Not put off by the issues with brewday 24 I cracked on with the next brew. A Russian Imperial Stout. A big, no, a GIGANTIC beer, 9%+ full of roasted malty flavours. This one would be a Christmas beer but not for this year, it would need at least 10 months aging in bottles until Christmas 2015! I also had purchased some Oak Cubes to age part of this brew in a secondary FV before bottling as an experiment. The target OG was 1.103 to leave me with 23l at 9.65% – the grain bill for this one would be a monster!
The recipe for the Russian Imperial Stout today:
- 9kg Maris Otter Malt
- 450g Special B Malt
- 400g Roasted Barley
- 230g CaraMunich Malt
- 230g Chocolate Malt
- 30g Galena hops @ 60 minutes
- 30g Galena hops @ 30 minutes
- 30g Willamette hops @ 15 minutes
- 2tsp Yeast Nutrient @ 10 minutes
- 2 packets S04 yeast
Another workday mash for this brewday however I must have over-sparged this time as I ended up with an OG of 1.086, almost 20points short on target, and a bit more pre-boil volume than expected.

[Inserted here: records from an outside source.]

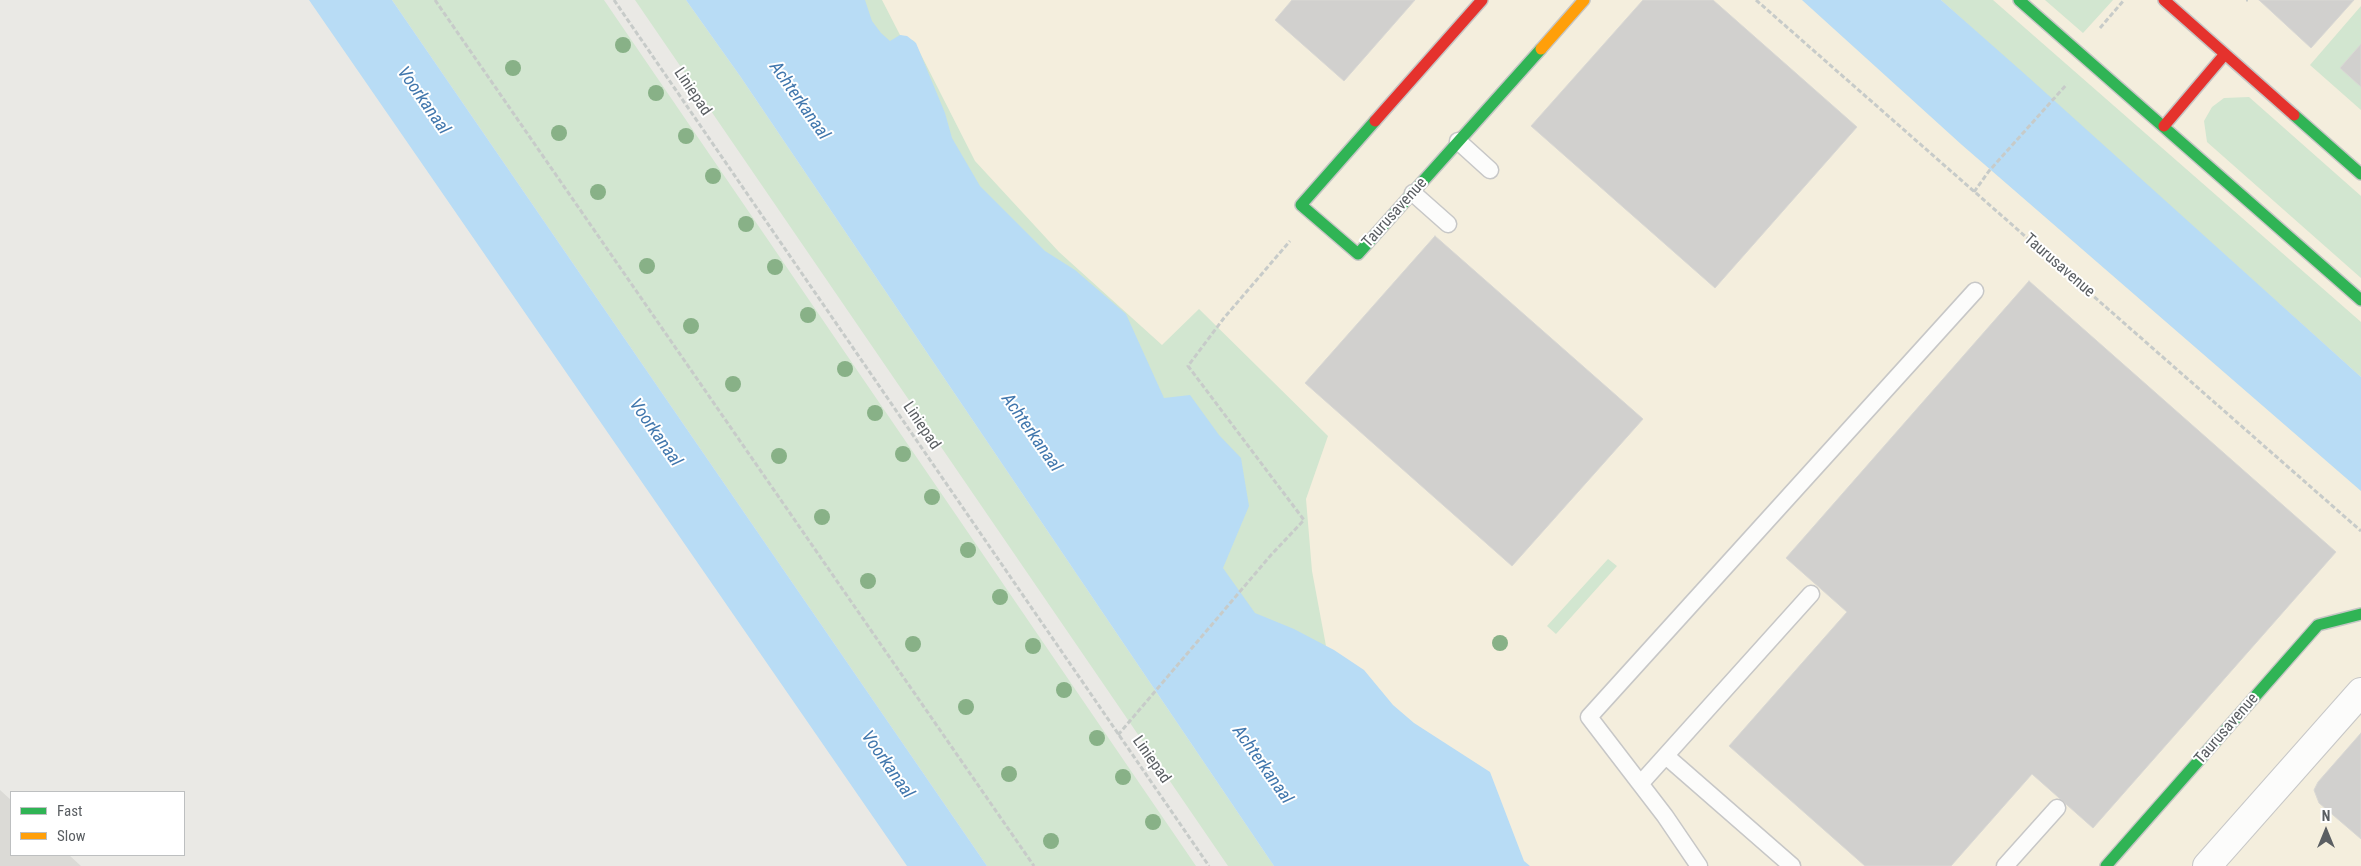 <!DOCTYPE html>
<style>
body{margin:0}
#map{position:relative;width:2361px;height:866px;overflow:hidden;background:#eae9e5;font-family:"Roboto Condensed",sans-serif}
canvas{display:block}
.legend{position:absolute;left:10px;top:791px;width:175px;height:65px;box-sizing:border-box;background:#fff;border:1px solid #bdbfc0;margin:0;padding:6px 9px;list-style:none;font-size:15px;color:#5a5e62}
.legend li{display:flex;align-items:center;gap:10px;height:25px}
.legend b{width:25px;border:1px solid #bdbfc0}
.north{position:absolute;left:2301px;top:806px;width:50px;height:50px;-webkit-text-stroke:4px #fff;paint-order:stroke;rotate:0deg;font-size:14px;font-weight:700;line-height:20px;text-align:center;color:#5a5e62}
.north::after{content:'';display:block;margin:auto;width:18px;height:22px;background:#5a5e62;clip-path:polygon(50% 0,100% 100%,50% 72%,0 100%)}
</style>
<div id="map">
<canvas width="2361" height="866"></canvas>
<ul class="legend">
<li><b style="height:6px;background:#30b455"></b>Fast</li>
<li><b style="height:6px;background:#ff9f0a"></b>Slow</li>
</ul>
<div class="north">N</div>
</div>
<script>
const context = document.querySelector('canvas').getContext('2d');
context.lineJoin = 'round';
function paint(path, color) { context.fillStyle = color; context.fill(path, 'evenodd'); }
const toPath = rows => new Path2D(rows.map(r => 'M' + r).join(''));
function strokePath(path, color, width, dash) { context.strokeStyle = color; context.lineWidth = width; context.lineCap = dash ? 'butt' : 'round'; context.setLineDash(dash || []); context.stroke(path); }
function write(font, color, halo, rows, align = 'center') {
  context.font = font + ' "Roboto Condensed",sans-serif'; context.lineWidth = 4; context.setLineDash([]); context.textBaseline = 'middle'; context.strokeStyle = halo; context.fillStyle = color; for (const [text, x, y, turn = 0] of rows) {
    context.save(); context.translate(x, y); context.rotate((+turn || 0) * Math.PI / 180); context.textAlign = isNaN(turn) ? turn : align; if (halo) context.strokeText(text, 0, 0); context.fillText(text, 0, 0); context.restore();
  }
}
paint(toPath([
 [817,0,2361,0,2361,866,1443,866]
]), '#f4eedd');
paint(toPath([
 [0,790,11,800,11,855,69,855,81,866,0,866]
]), '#dbdad6');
paint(toPath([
 [392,0,604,0,1196,866,987,866],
 [635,0,686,0,740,76,1274,866,1228,866],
 [819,0,882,0,900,35,914,41,975,161,1059,252,1162,345,1199,309,1328,436,1306,499,1312,571,1326,646,1244,628,1053,310],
 [1941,0,1993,0,2361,322,2361,377],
 [2045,0,2113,0,2083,33],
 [2361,6,2361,110,2310,65],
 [2249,97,2361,196,2361,278,2207,142,2204,121,2212,107,2224,98],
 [1608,559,1617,566,1556,634,1547,626]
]), '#d2e6d0');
paint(toPath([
 [309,0,392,0,987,866,907,866],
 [686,0,865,0,872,21,881,33,890,41,900,35,907,36,916,43,945,113,952,138,980,186,1045,251,1075,270,1126,314,1164,398,1190,395,1219,435,1241,458,1249,506,1223,568,1255,613,1294,629,1334,650,1364,670,1393,705,1414,723,1490,772,1524,861,1530,866,1274,866,740,76],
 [1802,0,1941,0,2027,76,2361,377,2361,491,1962,145]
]), '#b8dcf5');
const building = toPath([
 [1292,0,1415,0,1344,81,1275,20,1292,0],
 [1643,0,1713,0,1857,127,1715,288,1531,126,1643,0],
 [2259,0,2354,0,2311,48,2259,0],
 [2361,44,2361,87,2340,68,2361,44],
 [1435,236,1643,419,1512,566,1305,383,1435,236],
 [2029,281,2336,552,2093,828,2032,774,1951,866,1865,866,1729,746,1847,612,1786,558,2029,281],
 [2361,733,2361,839,2319,803,2314,790,2318,782,2361,733]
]);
paint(building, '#d1d0ce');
strokePath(building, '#d9d8d4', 1);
const lane = toPath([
 [1458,141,1490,170],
 [1413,193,1448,224],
 [1666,756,1792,866],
 [1641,783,1811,594],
 [1699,866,1665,816,1589,717,1975,291],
 [2005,866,2057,808]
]);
const street = toPath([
 [2207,866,2361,692]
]);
const fast = toPath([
 [2019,0,2361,300],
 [2294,115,2361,174],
 [1375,121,1301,205,1358,254,1541,49],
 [2106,866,2318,625,2361,614]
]);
const slow = toPath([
 [1541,49,1584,0]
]);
const jam = toPath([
 [2164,0,2294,115],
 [1375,121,1482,0],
 [2164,126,2225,54]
]);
strokePath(lane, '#c7c7c7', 19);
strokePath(street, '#c7c7c7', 30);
strokePath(fast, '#c6c6c5', 14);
strokePath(slow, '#c6c6c5', 14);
strokePath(jam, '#c6c6c5', 14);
strokePath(toPath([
 [435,0,1034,866],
 [614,0,1209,866],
 [1756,0,2361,531],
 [2246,0,2248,0],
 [2100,28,2124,0],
 [1974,192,1989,171,2067,84],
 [1118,735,1271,555,1304,520,1188,366,1224,318,1290,241]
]), '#c7cbc9', 3, [5, 2.5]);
strokePath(lane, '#fcfcfb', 16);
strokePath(street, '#fcfcfb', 28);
strokePath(fast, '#30b455', 11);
strokePath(slow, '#ff9f0a', 11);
strokePath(jam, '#e5322d', 11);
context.fillStyle = '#88b187';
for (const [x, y] of [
 [623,45],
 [513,68],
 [656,93],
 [559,133],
 [686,136],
 [713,176],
 [598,192],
 [746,224],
 [647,266],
 [775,267],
 [808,315],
 [691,326],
 [845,369],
 [733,384],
 [875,413],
 [903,454],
 [779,456],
 [932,497],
 [822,517],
 [968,550],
 [868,581],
 [1000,597],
 [1500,643],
 [913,644],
 [1033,646],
 [1064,690],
 [966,707],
 [1097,738],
 [1009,774],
 [1123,777],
 [1153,822],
 [1051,841]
]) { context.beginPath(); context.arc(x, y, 8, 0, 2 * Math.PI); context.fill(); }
write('16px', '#5a5e62', '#fff', [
 ["Liniepad",692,92,56],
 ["Taurusavenue",1395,213,-48],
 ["Taurusavenue",2059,266,41],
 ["Liniepad",921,426,56],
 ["Taurusavenue",2227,729,-49],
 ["Liniepad",1151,760,55]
]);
write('italic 18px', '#4177ad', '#fff', [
 ["Voorkanaal",423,101,55],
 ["Achterkanaal",799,101,55],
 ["Voorkanaal",655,433,55],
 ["Achterkanaal",1031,433,55],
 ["Voorkanaal",887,765,55],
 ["Achterkanaal",1262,765,55]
]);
</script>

As long as the yeast worked their magic I would still finish with slightly more beer at around 8% ABV which would be close enough for my first attempt! Unfortunately for me, the fermentation finished at 1.032, 1 point over target. Despite using two packets of S04 the pitching rate wasn’t sufficient to continue the fermentation down past the target FG and as a result the final ABV is 6.7%. This means the finished beer is too weak to be a Russian Imperial Stout and too strong to be a normal Stout! Even at this early stage it still tastes phenomenal and will be bottled shortly before being put away to condition.
I’ve learnt a lot from this attempt about the importance of correct yeast pitching rates. One of my next projects will be a DIY stir plate and then to start using properly grown yeast starters in my all my planned brews, especially so with the high ABV ones!